WHAT TO PRODUCE. What is needed is an exact copy of every entry below, minus the images.

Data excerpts
Segment Open
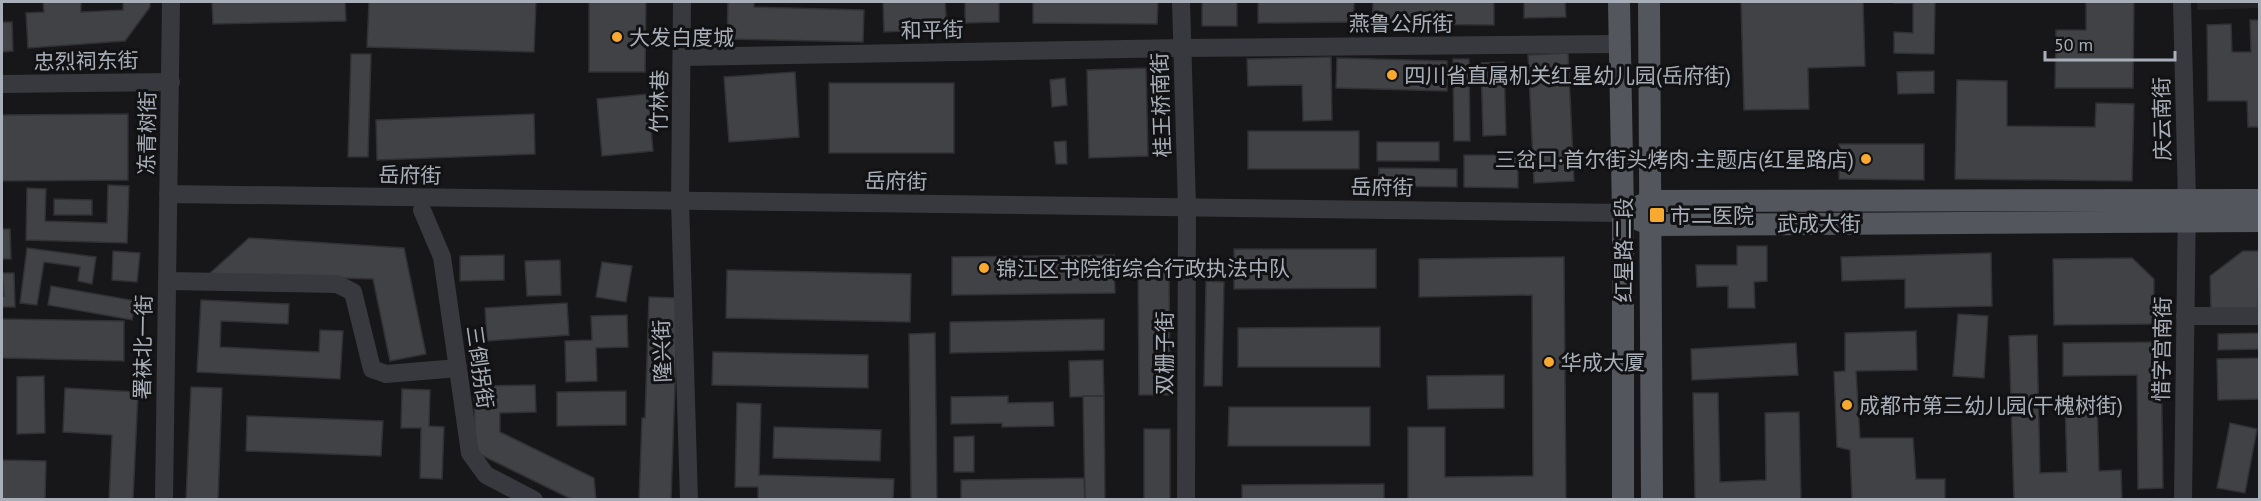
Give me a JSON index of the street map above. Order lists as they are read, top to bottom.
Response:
{
  "streets": {
    "main road": ["武成大街", "红星路二段"],
    "street": [
      "燕鲁公所街",
      "和平街",
      "忠烈祠东街",
      "竹林巷",
      "桂王桥南街",
      "庆云南街",
      "冻青树街",
      "岳府街",
      "署袜北一街",
      "惜字宫南街",
      "隆兴街",
      "双栅子街",
      "三倒拐街"
    ]
  },
  "crossings": [
    ["燕鲁公所街", "和平街"],
    ["燕鲁公所街", "桂王桥南街"],
    ["燕鲁公所街", "红星路二段"],
    ["和平街", "竹林巷"],
    ["和平街", "桂王桥南街"],
    ["忠烈祠东街", "冻青树街"],
    ["竹林巷", "岳府街"],
    ["竹林巷", "隆兴街"],
    ["桂王桥南街", "岳府街"],
    ["桂王桥南街", "双栅子街"],
    ["庆云南街", "武成大街"],
    ["庆云南街", "惜字宫南街"],
    ["冻青树街", "岳府街"],
    ["冻青树街", "署袜北一街"],
    ["岳府街", "武成大街"],
    ["岳府街", "红星路二段"],
    ["岳府街", "署袜北一街"],
    ["岳府街", "隆兴街"],
    ["岳府街", "双栅子街"],
    ["武成大街", "红星路二段"],
    ["武成大街", "惜字宫南街"]
  ],
  "places": {
    "other": [
      "大发白度城",
      "四川省直属机关红星幼儿园(岳府街)",
      "三岔口·首尔街头烤肉·主题店(红星路店)",
      "锦江区书院街综合行政执法中队",
      "华成大厦",
      "成都市第三幼儿园(干槐树街)"
    ],
    "transit": ["市二医院"]
  },
  "scale_bar": "50 m"
}
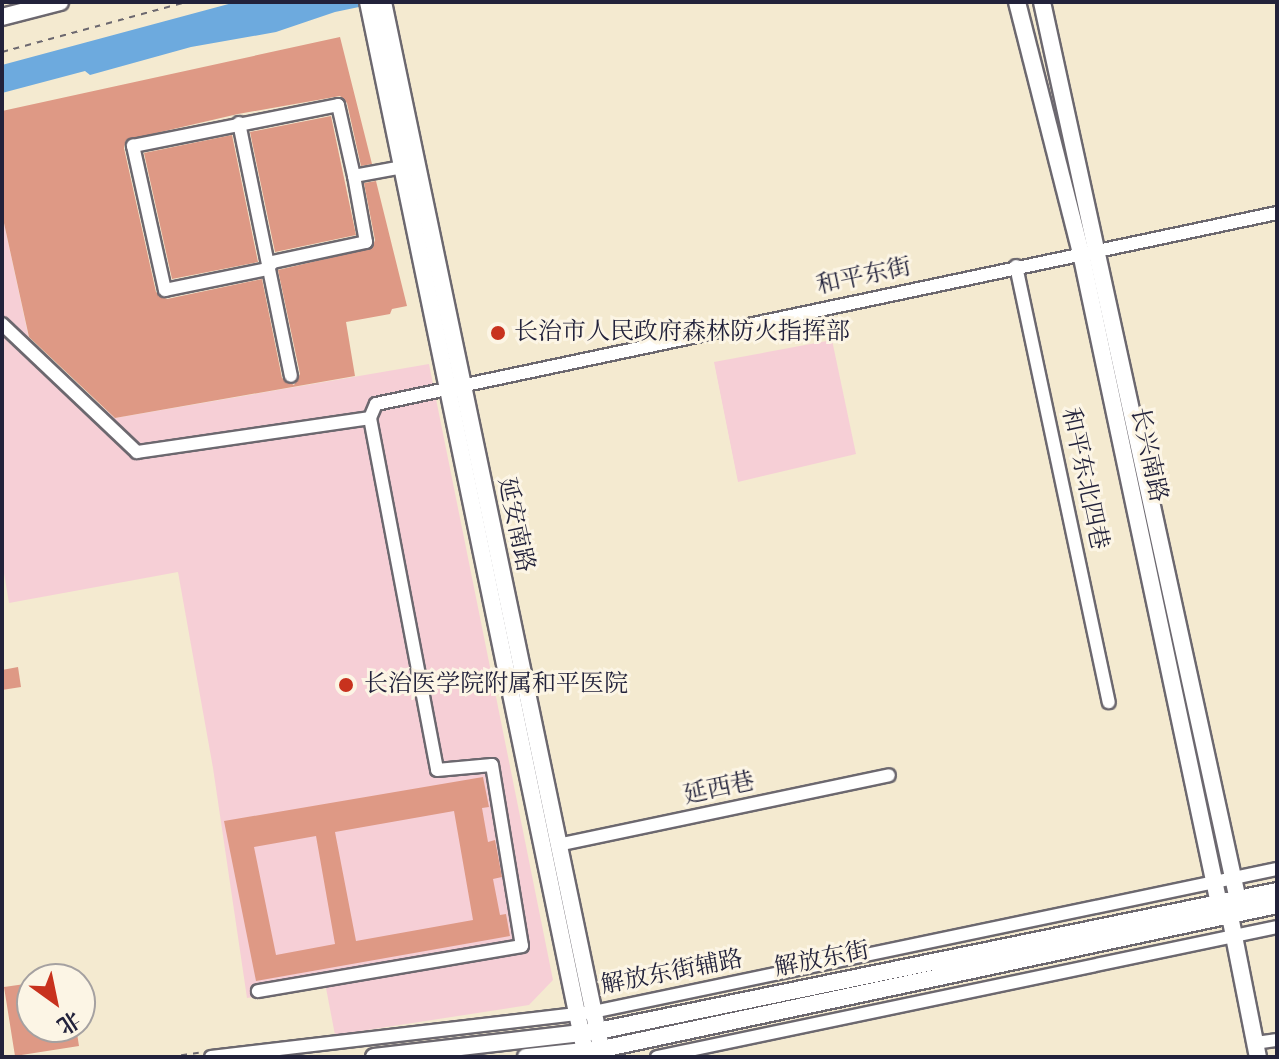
Segment Closed
WRITTEN SOLUTION.
Give me a JSON index of the street map above. Order lists as they are read, top to bottom.
Response:
{
  "streets": {
    "main road": ["武成大街", "红星路二段"],
    "street": [
      "燕鲁公所街",
      "和平街",
      "忠烈祠东街",
      "竹林巷",
      "桂王桥南街",
      "庆云南街",
      "冻青树街",
      "岳府街",
      "署袜北一街",
      "惜字宫南街",
      "隆兴街",
      "双栅子街",
      "三倒拐街"
    ]
  },
  "crossings": [
    ["燕鲁公所街", "和平街"],
    ["燕鲁公所街", "桂王桥南街"],
    ["燕鲁公所街", "红星路二段"],
    ["和平街", "竹林巷"],
    ["和平街", "桂王桥南街"],
    ["忠烈祠东街", "冻青树街"],
    ["竹林巷", "岳府街"],
    ["竹林巷", "隆兴街"],
    ["桂王桥南街", "岳府街"],
    ["桂王桥南街", "双栅子街"],
    ["庆云南街", "武成大街"],
    ["庆云南街", "惜字宫南街"],
    ["冻青树街", "岳府街"],
    ["冻青树街", "署袜北一街"],
    ["岳府街", "武成大街"],
    ["岳府街", "红星路二段"],
    ["岳府街", "署袜北一街"],
    ["岳府街", "隆兴街"],
    ["岳府街", "双栅子街"],
    ["武成大街", "红星路二段"],
    ["武成大街", "惜字宫南街"]
  ],
  "places": {
    "other": [
      "大发白度城",
      "四川省直属机关红星幼儿园(岳府街)",
      "三岔口·首尔街头烤肉·主题店(红星路店)",
      "锦江区书院街综合行政执法中队",
      "华成大厦",
      "成都市第三幼儿园(干槐树街)"
    ],
    "transit": ["市二医院"]
  },
  "scale_bar": "50 m"
}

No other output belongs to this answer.